EXTRACTED ENTRIES:
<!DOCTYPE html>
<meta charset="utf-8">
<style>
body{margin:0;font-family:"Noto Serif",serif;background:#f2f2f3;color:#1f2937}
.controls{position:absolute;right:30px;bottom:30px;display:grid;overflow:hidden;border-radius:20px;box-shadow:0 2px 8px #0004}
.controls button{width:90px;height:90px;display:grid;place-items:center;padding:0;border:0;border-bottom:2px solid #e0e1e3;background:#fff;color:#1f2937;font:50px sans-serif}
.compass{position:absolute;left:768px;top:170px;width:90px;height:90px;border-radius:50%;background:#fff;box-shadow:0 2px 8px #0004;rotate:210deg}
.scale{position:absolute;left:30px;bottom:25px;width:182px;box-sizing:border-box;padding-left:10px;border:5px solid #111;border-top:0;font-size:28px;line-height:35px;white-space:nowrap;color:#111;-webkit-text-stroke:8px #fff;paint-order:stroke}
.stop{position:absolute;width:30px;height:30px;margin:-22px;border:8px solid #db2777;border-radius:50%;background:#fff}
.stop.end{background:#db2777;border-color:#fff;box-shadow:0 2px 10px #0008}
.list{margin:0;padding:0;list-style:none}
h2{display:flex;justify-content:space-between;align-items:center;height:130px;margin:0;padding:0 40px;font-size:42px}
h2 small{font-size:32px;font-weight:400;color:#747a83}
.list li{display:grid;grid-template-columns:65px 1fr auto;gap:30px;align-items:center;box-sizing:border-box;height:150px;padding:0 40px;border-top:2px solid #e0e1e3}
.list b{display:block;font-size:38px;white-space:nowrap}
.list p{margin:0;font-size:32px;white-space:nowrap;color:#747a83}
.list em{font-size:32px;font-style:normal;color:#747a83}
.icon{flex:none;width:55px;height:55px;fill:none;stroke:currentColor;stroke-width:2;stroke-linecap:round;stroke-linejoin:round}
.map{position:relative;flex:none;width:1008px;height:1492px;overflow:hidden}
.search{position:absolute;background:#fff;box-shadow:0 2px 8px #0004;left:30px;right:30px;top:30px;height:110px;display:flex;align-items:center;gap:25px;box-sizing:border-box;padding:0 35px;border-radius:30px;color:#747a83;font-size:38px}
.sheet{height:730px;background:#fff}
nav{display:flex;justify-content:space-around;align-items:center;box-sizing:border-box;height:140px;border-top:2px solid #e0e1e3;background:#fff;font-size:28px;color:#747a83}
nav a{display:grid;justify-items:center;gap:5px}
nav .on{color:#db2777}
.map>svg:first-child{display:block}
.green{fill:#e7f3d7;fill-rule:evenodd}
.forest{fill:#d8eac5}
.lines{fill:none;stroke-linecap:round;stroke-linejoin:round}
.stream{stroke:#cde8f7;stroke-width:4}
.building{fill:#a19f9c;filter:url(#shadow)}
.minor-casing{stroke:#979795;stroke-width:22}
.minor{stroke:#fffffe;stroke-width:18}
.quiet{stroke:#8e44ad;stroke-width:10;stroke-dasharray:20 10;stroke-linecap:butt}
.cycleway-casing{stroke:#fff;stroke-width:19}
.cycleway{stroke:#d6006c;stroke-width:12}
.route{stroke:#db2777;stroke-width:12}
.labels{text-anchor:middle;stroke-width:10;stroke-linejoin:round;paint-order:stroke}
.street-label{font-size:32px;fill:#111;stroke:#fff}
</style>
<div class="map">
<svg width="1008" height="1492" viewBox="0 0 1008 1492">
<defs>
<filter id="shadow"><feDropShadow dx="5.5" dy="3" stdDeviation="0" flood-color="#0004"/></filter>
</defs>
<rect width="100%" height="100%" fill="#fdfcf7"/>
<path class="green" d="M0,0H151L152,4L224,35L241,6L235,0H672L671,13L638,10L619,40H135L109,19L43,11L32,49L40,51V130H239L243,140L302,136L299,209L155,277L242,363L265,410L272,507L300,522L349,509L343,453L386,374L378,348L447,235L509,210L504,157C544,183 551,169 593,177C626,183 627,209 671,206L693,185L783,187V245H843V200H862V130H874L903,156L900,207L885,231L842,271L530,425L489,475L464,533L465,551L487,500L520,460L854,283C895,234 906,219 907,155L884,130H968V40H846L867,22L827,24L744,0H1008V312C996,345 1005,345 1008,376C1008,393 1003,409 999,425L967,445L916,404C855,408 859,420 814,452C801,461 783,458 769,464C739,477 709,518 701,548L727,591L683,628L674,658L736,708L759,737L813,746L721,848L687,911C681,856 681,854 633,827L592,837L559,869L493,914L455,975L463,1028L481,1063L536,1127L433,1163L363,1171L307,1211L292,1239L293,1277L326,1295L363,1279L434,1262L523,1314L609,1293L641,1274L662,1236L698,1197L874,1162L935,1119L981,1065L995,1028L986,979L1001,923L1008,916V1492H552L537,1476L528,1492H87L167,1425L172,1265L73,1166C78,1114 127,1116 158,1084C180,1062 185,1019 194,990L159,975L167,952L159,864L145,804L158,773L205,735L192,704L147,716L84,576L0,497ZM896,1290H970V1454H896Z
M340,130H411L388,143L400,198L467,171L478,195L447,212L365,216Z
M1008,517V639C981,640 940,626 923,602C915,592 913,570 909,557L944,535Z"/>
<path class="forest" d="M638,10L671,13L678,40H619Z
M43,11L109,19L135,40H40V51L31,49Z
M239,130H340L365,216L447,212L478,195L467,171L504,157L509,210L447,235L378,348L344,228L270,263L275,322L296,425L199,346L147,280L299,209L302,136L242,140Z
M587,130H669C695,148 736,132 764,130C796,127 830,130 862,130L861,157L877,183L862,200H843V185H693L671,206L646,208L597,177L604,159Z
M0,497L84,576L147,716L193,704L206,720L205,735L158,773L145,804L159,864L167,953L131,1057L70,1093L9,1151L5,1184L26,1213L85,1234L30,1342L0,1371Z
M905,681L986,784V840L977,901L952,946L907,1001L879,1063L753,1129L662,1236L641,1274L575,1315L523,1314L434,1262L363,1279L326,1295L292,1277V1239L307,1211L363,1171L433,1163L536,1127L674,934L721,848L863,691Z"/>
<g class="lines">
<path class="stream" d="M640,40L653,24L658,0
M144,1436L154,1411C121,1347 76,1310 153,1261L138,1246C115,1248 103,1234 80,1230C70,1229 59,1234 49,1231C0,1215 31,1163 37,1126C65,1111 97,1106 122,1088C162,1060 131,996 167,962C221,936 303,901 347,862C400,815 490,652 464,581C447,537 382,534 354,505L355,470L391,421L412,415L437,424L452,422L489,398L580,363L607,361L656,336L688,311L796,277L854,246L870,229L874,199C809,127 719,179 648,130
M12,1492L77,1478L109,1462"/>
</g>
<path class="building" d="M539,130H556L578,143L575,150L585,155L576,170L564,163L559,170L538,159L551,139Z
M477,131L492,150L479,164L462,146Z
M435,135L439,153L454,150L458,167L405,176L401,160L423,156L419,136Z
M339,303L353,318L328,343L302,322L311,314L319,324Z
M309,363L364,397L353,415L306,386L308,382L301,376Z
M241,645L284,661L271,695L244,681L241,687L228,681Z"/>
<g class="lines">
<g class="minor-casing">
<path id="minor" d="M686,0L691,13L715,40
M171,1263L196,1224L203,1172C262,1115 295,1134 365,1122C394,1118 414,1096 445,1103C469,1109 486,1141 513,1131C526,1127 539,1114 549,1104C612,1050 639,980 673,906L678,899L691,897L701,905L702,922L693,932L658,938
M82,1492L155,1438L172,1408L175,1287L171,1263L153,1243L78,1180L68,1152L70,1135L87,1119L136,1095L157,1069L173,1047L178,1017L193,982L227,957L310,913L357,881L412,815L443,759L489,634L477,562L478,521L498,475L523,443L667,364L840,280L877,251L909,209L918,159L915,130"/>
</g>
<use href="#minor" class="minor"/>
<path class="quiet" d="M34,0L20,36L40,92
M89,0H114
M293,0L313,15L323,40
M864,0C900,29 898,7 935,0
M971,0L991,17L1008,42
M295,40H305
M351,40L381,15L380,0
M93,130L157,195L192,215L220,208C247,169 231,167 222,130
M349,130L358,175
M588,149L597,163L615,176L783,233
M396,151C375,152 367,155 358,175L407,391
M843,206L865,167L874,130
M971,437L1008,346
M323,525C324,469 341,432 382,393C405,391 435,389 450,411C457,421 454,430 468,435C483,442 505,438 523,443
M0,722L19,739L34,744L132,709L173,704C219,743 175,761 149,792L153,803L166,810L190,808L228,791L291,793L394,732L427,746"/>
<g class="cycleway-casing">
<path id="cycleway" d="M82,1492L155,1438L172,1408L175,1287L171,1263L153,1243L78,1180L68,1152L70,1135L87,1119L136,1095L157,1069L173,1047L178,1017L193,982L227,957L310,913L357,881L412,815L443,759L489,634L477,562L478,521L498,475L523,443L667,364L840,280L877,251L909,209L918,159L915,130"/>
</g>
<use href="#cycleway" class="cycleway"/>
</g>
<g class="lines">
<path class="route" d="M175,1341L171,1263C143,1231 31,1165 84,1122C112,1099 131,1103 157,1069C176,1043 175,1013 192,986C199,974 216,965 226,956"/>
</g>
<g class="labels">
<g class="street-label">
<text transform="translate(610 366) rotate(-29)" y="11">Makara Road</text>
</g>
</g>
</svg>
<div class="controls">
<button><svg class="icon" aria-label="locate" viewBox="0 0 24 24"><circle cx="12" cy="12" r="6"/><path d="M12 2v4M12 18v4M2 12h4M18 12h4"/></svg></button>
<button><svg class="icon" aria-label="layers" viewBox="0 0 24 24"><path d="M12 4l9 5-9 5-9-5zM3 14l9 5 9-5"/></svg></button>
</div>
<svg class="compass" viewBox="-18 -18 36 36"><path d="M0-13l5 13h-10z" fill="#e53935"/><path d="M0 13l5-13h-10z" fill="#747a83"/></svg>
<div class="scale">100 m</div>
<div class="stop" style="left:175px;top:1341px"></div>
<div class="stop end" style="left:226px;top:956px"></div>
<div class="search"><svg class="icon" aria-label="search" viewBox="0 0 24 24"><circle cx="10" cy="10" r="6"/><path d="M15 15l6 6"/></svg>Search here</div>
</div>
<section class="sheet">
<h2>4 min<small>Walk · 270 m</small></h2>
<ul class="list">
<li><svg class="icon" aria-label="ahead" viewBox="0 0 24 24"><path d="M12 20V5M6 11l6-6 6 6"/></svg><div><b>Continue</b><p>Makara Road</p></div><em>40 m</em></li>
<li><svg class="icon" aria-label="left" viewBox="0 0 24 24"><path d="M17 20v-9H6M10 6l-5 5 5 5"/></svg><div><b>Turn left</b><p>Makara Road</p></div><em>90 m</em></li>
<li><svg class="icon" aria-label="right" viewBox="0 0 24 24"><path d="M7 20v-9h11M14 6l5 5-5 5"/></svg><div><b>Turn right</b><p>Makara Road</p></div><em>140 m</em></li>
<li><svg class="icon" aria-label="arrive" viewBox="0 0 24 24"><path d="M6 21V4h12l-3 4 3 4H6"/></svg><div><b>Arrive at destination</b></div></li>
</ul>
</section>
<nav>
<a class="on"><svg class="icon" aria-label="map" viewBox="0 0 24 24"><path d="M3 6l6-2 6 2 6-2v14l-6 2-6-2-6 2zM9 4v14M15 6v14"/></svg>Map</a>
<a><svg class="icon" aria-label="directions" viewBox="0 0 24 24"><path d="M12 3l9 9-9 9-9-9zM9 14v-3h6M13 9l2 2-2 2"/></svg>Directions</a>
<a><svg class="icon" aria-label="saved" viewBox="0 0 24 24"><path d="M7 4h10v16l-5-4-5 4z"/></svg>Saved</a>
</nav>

WHAT YOU SHOULD DO: Scan the data for lines with the word "scale". Report only how many there are.

OUTPUT OF THE EXERCISE: 2